New study verifies accuracy of rapid Ebola test
A new finger prick rapid Ebola test co-developed by Tulane University researchers is as accurate as traditional lab testing for the disease, according to an independent study published in the British medical journal The Lancet.
Instead of taking days for lab results, the new test, which is produced by Corgenix Medical Corp., uses a drop of blood to deliver a diagnosis in as little as 15 minutes, allowing public health workers to isolate and treat patients immediately. The study results confirm that the test can be used in the field and deliver a high level of accuracy, said Robert Garry, professor of microbiology and immunology at the Tulane University School of Medicine.

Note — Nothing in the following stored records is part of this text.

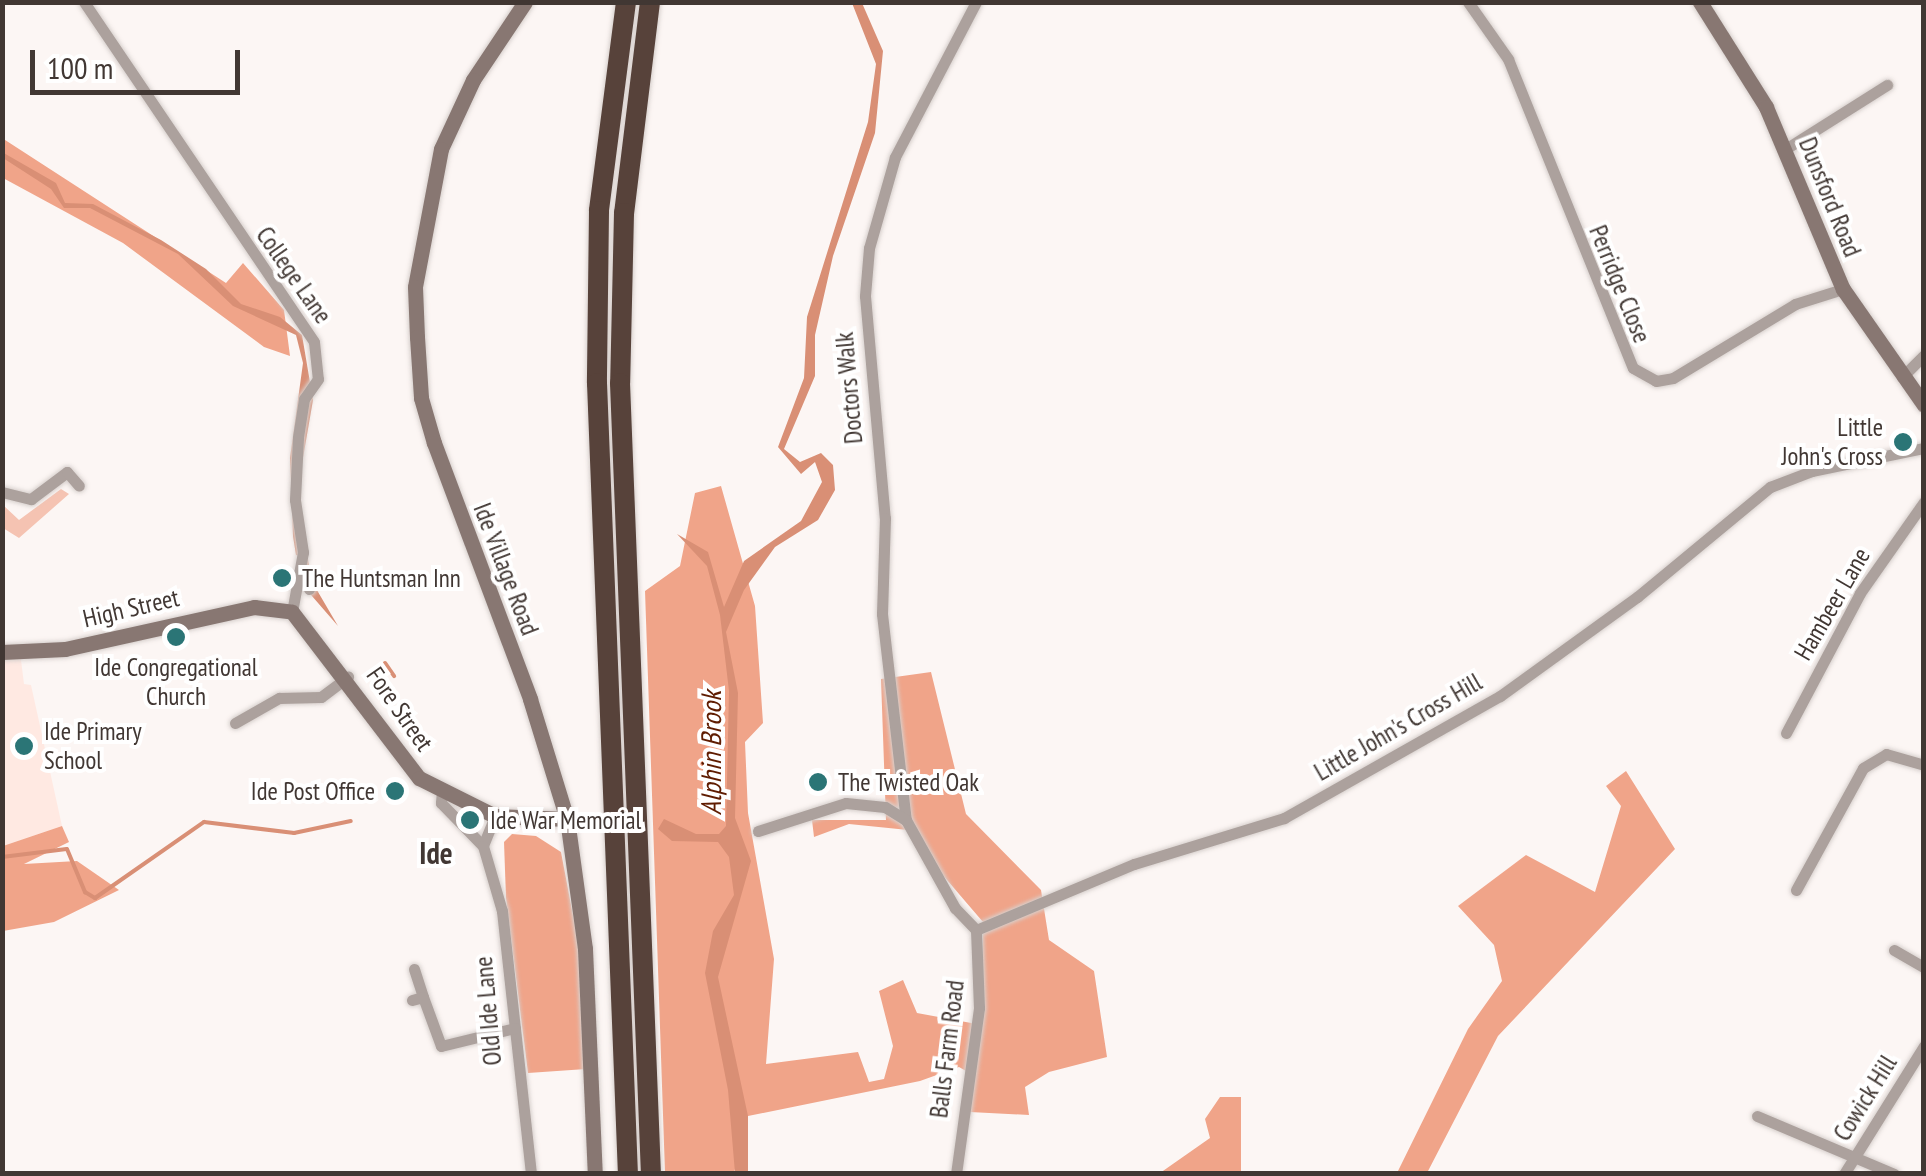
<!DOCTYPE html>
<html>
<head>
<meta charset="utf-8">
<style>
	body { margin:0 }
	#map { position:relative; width:1926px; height:1176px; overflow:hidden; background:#fcf6f4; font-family:"PT Sans Narrow",sans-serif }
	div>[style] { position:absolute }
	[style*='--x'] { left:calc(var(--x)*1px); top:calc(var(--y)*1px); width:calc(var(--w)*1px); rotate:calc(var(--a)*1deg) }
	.built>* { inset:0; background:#ffe9e2 }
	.green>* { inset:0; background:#f5c3b2 }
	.forest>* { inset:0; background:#f0a489 }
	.water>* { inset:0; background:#d98f75 }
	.stream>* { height:4px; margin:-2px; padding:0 2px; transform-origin:2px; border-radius:2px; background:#d98f75 }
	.roads { filter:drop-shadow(0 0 2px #d7d0cd) drop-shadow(0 0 2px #d7d0cd) }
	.street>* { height:11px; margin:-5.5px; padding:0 5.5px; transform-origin:5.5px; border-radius:5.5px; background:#aca19d }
	.secondary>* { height:15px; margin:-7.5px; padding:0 7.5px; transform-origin:7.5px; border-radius:7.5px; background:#887772 }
	.highway>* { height:20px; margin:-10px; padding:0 10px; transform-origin:10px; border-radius:10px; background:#57423a }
	.dots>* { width:28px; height:28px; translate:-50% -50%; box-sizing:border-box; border:5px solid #fff; border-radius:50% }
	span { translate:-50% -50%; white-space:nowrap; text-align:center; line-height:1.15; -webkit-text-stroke:8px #fff; paint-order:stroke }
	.street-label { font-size:25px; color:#413733 }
	.poi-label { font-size:25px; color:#413733 }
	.right { translate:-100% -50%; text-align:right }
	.left { translate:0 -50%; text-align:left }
	.water-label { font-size:28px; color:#5f1c01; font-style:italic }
	.quarter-label { font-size:30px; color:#413733; font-weight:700 }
	.frame { position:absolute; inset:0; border:5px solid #413733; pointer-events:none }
	.scale { position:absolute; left:30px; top:50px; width:210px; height:45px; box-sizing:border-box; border:5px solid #413733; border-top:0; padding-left:12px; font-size:30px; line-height:35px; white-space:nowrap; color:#413733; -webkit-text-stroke:8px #fff; paint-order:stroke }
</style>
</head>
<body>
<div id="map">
	<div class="built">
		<div style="clip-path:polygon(3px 652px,20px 652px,24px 684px,31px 685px,62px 826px,3px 846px)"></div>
	</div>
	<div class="green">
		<div style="clip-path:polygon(61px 489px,69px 494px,19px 538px,3px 528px,3px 505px,19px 520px)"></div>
	</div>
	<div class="forest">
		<div style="clip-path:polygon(2px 138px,226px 283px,243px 263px,284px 310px,290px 356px,264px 347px,123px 243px,3px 178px)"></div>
		<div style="clip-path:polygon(721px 486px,755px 606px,763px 723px,745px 742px,748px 813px,774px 959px,766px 1064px,858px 1052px,869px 1082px,884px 1079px,893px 1046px,879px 991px,903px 980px,917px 1013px,982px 1025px,983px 922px,941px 873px,918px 831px,849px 824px,814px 837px,812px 820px,886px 820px,881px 679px,931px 672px,966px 814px,1041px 890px,1049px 940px,1094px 971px,1107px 1057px,1049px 1072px,1025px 1087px,1029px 1115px,970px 1112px,975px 1076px,959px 1067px,920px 1081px,748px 1116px,734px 1173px,665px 1173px,645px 591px,680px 566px,695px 493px)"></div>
		<div style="clip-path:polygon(1626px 771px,1675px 849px,1498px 1036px,1427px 1173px,1397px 1173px,1468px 1029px,1502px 981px,1494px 945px,1458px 906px,1526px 855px,1595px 892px,1621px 806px,1606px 786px)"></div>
		<div style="clip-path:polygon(62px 826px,69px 842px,24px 864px,77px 861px,119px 890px,54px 922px,3px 931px,3px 846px)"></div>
		<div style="clip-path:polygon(512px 834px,536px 836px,561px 852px,579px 947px,586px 1069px,528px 1073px,506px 898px,504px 842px)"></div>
		<div style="clip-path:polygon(1220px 1097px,1241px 1097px,1241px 1173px,1160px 1173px,1210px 1138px,1205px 1119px)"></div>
	</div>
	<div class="water">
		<div style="clip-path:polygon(852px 3px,862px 3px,883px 51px,875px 133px,833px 256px,815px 335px,815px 376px,784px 449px,800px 462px,821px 453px,833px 465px,835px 490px,818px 520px,775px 547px,744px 590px,726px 632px,738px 693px,735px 818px,751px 861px,718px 977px,748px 1116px,748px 1173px,735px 1173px,728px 1090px,705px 973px,713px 931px,734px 895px,729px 857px,718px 842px,672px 841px,658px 829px,664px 819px,696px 834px,719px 834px,726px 826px,729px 691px,720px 615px,707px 566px,677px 534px,708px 552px,724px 607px,744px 561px,801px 521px,822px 482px,815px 462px,801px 474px,778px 447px,804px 378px,807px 317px,868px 122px,876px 64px)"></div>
		<div style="clip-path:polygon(2px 152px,56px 183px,65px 203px,93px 204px,161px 240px,206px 269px,241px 304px,280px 317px,302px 335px,313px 400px,299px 481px,302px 517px,311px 580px,338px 626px,305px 588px,305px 558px,296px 555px,293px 536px,290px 458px,303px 363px,296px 335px,233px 306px,178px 254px,90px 208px,64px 208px,51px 189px,3px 158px)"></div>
	</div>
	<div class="stream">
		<div style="--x:385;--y:663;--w:16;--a:55"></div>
		<div style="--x:2;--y:857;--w:65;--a:-7"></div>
		<div style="--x:67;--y:849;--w:47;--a:67.3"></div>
		<div style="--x:85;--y:892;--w:12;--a:31"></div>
		<div style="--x:95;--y:898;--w:133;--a:-34.9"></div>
		<div style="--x:204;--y:822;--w:91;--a:7"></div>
		<div style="--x:294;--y:833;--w:58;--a:-11.9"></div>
	</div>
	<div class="roads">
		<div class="street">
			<div style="--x:84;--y:2;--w:410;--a:55.9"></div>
			<div style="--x:314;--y:342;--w:37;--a:84"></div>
			<div style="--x:318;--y:379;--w:24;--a:125"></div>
			<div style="--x:304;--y:399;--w:39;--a:99"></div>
			<div style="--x:298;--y:438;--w:62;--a:92.8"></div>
			<div style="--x:295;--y:500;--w:53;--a:81.3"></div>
			<div style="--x:303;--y:552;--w:61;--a:100.4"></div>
			<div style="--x:976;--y:2;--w:175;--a:117.6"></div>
			<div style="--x:895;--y:157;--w:95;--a:105.9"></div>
			<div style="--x:869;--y:248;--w:48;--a:94.8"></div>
			<div style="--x:865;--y:296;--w:223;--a:84.9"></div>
			<div style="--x:885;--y:518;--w:96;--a:91.8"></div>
			<div style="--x:882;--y:614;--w:207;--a:83.4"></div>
			<div style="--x:906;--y:820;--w:101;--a:60.9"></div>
			<div style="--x:955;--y:908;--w:30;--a:46"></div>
			<div style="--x:976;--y:930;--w:171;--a:-22.7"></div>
			<div style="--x:1134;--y:864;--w:157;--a:-17"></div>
			<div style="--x:1284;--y:818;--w:248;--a:-29.5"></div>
			<div style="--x:1500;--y:696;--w:169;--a:-35.9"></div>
			<div style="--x:1637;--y:597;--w:173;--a:-39.6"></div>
			<div style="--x:1770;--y:487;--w:45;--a:-20.9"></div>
			<div style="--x:1812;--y:471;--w:114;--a:-11.6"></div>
			<div style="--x:1468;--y:2;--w:70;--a:54.9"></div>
			<div style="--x:1508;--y:59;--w:333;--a:68"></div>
			<div style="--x:1633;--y:368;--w:26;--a:29"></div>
			<div style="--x:1656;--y:381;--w:17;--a:-10"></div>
			<div style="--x:1673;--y:378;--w:143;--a:-31.2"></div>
			<div style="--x:1795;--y:304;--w:50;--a:-17.4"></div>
			<div style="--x:1784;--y:150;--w:122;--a:-32.3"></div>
			<div style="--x:1902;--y:377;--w:31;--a:-45"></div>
			<div style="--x:2;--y:492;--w:30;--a:14"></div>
			<div style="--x:31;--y:499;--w:45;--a:-36.9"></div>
			<div style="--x:67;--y:472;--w:18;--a:49"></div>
			<div style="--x:309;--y:589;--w:9;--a:-69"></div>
			<div style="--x:235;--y:723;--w:51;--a:-29.6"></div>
			<div style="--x:279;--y:698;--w:42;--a:-1.4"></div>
			<div style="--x:321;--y:697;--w:34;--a:-37"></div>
			<div style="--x:1786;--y:733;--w:158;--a:-62.1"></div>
			<div style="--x:1860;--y:593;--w:111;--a:-54.9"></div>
			<div style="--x:442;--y:791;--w:12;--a:95"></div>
			<div style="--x:441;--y:803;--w:60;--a:45.7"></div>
			<div style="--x:495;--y:816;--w:32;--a:112"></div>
			<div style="--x:483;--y:846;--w:68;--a:73.7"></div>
			<div style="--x:502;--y:911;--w:265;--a:83.7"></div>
			<div style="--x:758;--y:831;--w:92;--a:-17.7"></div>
			<div style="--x:846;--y:803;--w:39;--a:6"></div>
			<div style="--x:885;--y:807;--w:25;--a:32"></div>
			<div style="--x:1796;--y:890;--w:139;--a:-61.2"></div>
			<div style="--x:1863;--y:768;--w:27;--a:-31"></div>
			<div style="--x:1886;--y:754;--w:40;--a:16"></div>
			<div style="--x:1894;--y:950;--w:34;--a:30"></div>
			<div style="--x:414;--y:969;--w:29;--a:72"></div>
			<div style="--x:412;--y:1000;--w:11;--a:-15"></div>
			<div style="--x:423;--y:997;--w:52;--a:69.8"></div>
			<div style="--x:441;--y:1046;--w:76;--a:-13.7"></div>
			<div style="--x:1757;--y:1116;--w:149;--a:22.9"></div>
			<div style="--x:956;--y:1174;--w:168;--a:-82.1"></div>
			<div style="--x:979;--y:1008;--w:78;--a:-92.2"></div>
			<div style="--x:1844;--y:1174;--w:151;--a:-58"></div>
		</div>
		<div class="secondary">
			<div style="--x:525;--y:2;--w:94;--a:123.7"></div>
			<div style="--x:473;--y:80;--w:76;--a:114.9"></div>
			<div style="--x:441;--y:149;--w:140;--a:100.7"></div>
			<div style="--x:415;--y:287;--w:50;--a:87.7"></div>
			<div style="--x:417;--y:337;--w:61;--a:86.2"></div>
			<div style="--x:421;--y:398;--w:47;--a:73.9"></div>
			<div style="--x:434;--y:443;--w:273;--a:69.4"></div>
			<div style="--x:530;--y:699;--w:126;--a:72.9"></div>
			<div style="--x:567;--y:819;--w:131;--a:82.1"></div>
			<div style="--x:585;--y:949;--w:225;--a:87.5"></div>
			<div style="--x:1700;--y:2;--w:124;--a:57.8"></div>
			<div style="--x:1766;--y:107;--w:198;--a:67.1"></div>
			<div style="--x:1843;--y:289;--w:141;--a:55.1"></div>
			<div style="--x:2;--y:652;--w:63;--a:-2.7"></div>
			<div style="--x:65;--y:649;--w:194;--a:-12.5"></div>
			<div style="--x:254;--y:607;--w:38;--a:7"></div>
			<div style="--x:292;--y:612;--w:209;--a:52.6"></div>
			<div style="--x:419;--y:778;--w:85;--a:26.6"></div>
			<div style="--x:495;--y:816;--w:72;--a:2.4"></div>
		</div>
		<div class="highway">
			<div style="--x:626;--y:2;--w:211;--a:97.4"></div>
			<div style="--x:599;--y:211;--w:172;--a:90.7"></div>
			<div style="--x:597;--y:383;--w:792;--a:87.76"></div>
			<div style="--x:650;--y:2;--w:213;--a:97"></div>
			<div style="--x:624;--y:213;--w:170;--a:91.3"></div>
			<div style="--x:620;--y:383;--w:792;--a:87.76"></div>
		</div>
	</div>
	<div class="dots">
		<div style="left:1903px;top:442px;background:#2b7576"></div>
		<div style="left:282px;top:578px;background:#2b7576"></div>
		<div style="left:176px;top:637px;background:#2b7576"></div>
		<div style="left:24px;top:746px;background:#2b7576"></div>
		<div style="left:818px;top:782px;background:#2b7576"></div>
		<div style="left:395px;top:791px;background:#2b7576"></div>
		<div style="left:470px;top:820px;background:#2b7576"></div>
	</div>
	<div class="street-label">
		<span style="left:1830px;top:197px;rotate:68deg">Dunsford Road</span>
		<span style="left:294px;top:275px;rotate:55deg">College Lane</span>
		<span style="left:1620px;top:284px;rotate:68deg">Perridge Close</span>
		<span style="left:849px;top:388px;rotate:-95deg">Doctors Walk</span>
		<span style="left:506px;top:569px;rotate:69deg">Ide Village Road</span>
		<span style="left:1832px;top:604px;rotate:-60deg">Hambeer Lane</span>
		<span style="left:131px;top:608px;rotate:-13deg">High Street</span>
		<span style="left:400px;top:709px;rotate:55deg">Fore Street</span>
		<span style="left:1398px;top:727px;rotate:-30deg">Little John's Cross Hill</span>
		<span style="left:488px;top:1011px;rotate:-95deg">Old Ide Lane</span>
		<span style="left:947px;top:1049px;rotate:-83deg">Balls Farm Road</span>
		<span style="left:1865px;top:1098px;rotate:-58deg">Cowick Hill</span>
	</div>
	<div class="poi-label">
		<span class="right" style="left:1883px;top:442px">Little<br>John's Cross</span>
		<span class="left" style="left:302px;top:578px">The Huntsman Inn</span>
		<span style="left:176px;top:682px">Ide Congregational<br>Church</span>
		<span class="left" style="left:44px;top:746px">Ide Primary<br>School</span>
		<span class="left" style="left:838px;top:782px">The Twisted Oak</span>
		<span class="right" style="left:375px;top:791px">Ide Post Office</span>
		<span class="left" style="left:490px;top:820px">Ide War Memorial</span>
	</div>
	<div class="water-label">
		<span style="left:711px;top:753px;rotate:-90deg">Alphin Brook</span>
	</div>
	<div class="quarter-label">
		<span style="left:436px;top:853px">Ide</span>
	</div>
	<div class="frame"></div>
	<div class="scale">100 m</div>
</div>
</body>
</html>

"Rapid diagnostic tests can answer critical medical questions quickly in any geographical location, including areas that are miles away from any source of electricity," Garry said. "This study clearly demonstrates that the test can be used in a much broader way than current World Health Organization (WHO) guidelines specify, adding to the inherent value of the test."
The Food and Drug Administration and WHO have approved the test for limited emergency use. Developers are pushing for more field testing so that regulators approve widespread use of the test to prevent the spread of the disease.
Partners In Health conducted the study in Sierra Leone. Researchers tested 106 individuals. The rapid test detected Ebola in all 28 patients who tested positive for the virus by traditional lab tests; 71 of 77 patients who tested negative via lab test were also negative by the rapid diagnostic, but researchers noted that the lab benchmark test had imperfect sensitivity because it used refrigerated blood samples. The rapid tests are designed to use fresh blood coming directly from a person's fingertip, not from older, stored blood that can reduce its accuracy compared to clinical laboratory testing.